## What you have to do
Output the complete listing exactly, please, and keep the pictures out of it.

[Information provided Boundary: Start]

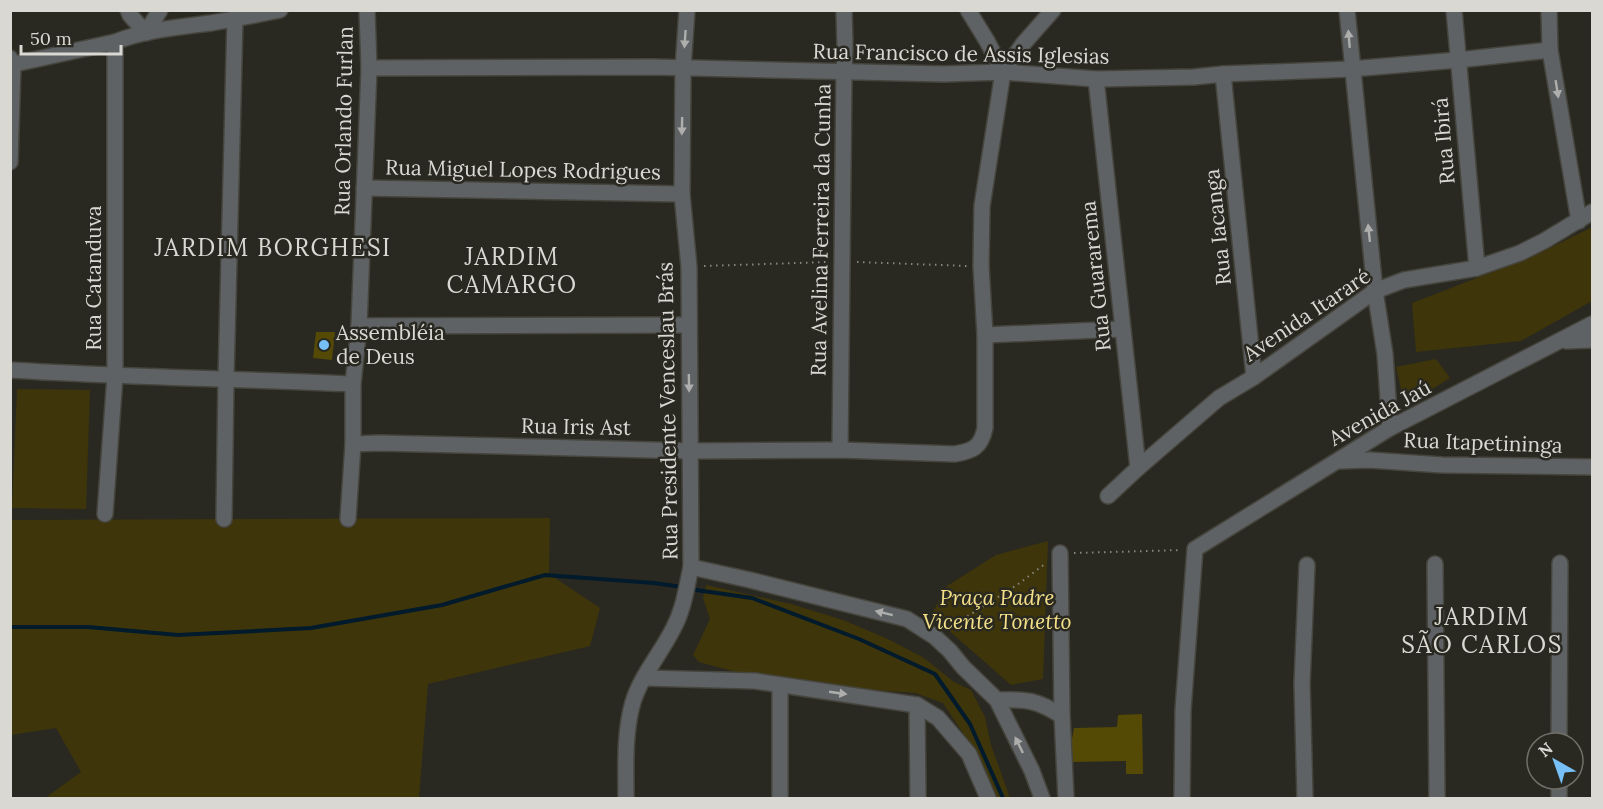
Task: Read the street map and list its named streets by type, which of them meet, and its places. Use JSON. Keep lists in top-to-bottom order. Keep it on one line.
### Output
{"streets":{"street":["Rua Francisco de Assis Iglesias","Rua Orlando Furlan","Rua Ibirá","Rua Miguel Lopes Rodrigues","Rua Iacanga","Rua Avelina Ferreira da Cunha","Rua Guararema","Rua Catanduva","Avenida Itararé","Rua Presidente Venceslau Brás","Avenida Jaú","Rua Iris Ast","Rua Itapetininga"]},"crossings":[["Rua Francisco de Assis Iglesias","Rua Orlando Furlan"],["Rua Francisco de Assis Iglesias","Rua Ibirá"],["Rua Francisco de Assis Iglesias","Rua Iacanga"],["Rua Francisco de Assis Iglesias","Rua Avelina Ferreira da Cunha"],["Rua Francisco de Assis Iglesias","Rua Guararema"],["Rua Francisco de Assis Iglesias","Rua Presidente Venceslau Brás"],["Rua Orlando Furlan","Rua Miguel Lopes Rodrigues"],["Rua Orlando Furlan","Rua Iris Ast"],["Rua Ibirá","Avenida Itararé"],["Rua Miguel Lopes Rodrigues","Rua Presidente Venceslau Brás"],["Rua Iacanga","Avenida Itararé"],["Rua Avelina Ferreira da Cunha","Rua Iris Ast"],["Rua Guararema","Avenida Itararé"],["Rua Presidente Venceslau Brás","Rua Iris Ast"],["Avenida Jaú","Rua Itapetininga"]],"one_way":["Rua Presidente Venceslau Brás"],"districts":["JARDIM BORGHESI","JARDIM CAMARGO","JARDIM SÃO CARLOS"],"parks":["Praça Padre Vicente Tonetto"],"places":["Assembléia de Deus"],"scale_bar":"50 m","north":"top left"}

[Information provided Boundary: End]

## Exercise output
Task: Read the street map and list its named streets by type, which of them meet, and its places. Use JSON. Keep lists in top-to-bottom order. Keep it on one line.
### Output
{"streets":{"street":["Rua Francisco de Assis Iglesias","Rua Orlando Furlan","Rua Ibirá","Rua Miguel Lopes Rodrigues","Rua Iacanga","Rua Avelina Ferreira da Cunha","Rua Guararema","Rua Catanduva","Avenida Itararé","Rua Presidente Venceslau Brás","Avenida Jaú","Rua Iris Ast","Rua Itapetininga"]},"crossings":[["Rua Francisco de Assis Iglesias","Rua Orlando Furlan"],["Rua Francisco de Assis Iglesias","Rua Ibirá"],["Rua Francisco de Assis Iglesias","Rua Iacanga"],["Rua Francisco de Assis Iglesias","Rua Avelina Ferreira da Cunha"],["Rua Francisco de Assis Iglesias","Rua Guararema"],["Rua Francisco de Assis Iglesias","Rua Presidente Venceslau Brás"],["Rua Orlando Furlan","Rua Miguel Lopes Rodrigues"],["Rua Orlando Furlan","Rua Iris Ast"],["Rua Ibirá","Avenida Itararé"],["Rua Miguel Lopes Rodrigues","Rua Presidente Venceslau Brás"],["Rua Iacanga","Avenida Itararé"],["Rua Avelina Ferreira da Cunha","Rua Iris Ast"],["Rua Guararema","Avenida Itararé"],["Rua Presidente Venceslau Brás","Rua Iris Ast"],["Avenida Jaú","Rua Itapetininga"]],"one_way":["Rua Presidente Venceslau Brás"],"districts":["JARDIM BORGHESI","JARDIM CAMARGO","JARDIM SÃO CARLOS"],"parks":["Praça Padre Vicente Tonetto"],"places":["Assembléia de Deus"],"scale_bar":"50 m","north":"top left"}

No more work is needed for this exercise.